Night raid kills Nek, four other militants: Wana operation
By Ismail Khan and Dilawar Khan Wazir
PESHAWAR/WANA, June 18: Security forces have killed Nek Mohammad and four other tribal militants in a missile attack on a village in Wana, the regional headquarters of the South Waziristan Agency.
"Nek Mohammad was suspected to be present in a hideout with his associates and our security forces acted swiftly on the information and that is how he was killed," a military spokesman said on Friday.
Residents of Shah Nawaz Kot, a small hamlet about two kilometres south of Scouts Camp, said the 27-year-old militant was killed when his hideout was hit by a missile. The attack was reportedly carried out at 10pm on Thursday night when Nek Mohammad was taking dinner along with his colleagues in the courtyard of the house of his long-time friend, the late Sher Zaman Ashrafkhel, an Afghan refugee from his Ahmadzai Wazir tribe.
Also killed were two sons of Nek's two mujahideen friends and his hosts, Fakhar Zaman and Azmat Khan. Eyewitnesses said that Nek Mohammad and Azmat Khan were taken to the agency headquarters hospital in a critical condition where they succumbed to their injuries. The other militants died on the spot.
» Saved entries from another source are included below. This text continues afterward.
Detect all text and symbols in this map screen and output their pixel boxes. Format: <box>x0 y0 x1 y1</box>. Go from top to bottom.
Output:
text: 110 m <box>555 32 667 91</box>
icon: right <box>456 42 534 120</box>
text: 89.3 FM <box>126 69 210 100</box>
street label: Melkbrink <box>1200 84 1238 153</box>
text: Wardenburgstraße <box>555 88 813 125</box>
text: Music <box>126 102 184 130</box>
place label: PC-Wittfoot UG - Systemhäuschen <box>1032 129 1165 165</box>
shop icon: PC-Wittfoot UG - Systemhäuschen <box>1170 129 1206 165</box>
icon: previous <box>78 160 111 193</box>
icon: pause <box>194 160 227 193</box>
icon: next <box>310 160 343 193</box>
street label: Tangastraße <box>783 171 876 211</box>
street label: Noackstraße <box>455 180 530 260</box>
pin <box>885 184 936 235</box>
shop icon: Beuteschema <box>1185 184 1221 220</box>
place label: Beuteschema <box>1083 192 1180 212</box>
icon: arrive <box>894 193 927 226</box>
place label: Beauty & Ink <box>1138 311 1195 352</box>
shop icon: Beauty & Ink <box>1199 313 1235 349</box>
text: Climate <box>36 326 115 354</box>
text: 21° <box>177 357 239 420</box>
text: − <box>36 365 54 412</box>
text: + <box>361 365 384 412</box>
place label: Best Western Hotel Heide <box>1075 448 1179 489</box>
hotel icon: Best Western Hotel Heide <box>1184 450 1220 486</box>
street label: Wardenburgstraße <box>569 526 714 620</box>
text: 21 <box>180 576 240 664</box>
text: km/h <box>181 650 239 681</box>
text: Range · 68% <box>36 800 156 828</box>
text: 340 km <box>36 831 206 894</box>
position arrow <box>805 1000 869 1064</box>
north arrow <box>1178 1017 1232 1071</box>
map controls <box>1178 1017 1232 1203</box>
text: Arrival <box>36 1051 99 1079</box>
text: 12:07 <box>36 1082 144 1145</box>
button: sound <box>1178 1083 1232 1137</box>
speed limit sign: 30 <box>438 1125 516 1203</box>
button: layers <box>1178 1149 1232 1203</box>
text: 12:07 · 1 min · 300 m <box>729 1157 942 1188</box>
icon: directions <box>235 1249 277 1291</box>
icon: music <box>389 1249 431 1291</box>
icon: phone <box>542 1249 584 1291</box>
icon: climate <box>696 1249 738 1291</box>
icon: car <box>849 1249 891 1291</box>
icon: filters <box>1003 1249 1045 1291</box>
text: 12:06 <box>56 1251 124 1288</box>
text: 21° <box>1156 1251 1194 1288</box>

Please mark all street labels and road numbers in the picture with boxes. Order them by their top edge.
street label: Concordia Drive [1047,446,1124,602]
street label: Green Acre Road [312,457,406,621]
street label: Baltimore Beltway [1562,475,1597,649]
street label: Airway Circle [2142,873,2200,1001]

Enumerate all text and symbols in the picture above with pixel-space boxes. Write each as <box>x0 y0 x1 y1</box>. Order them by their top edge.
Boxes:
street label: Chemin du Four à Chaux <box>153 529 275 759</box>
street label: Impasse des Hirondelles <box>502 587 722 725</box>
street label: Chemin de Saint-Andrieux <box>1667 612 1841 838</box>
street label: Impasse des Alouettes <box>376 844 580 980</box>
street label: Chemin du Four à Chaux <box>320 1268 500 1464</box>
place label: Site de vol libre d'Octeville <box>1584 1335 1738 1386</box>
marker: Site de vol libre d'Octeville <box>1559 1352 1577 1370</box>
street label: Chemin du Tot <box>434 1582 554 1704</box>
Witnesses said that Nek Mohammad's face bore burn marks and his left hand and leg appeared to have been badly injured in the explosion. "Why aren't you putting a bandage on my arm," were his last words, those accompanying Nek Mohammad to the hospital quoted him as saying.
A trained pro-Taliban fighter, who fought the US and Northern Alliance forces at Bagram, north of Kabul, Nek Mohammad rose to fame following a bloody clash with security forces in Kaloosha last March.
The tribal militant broke through the security cordon with his guest, the leader of the Islamic Movement of Uzbekistan, Qari Tahir Yaldashev, in his bullet proof car, amid a hail of bullets and rockets.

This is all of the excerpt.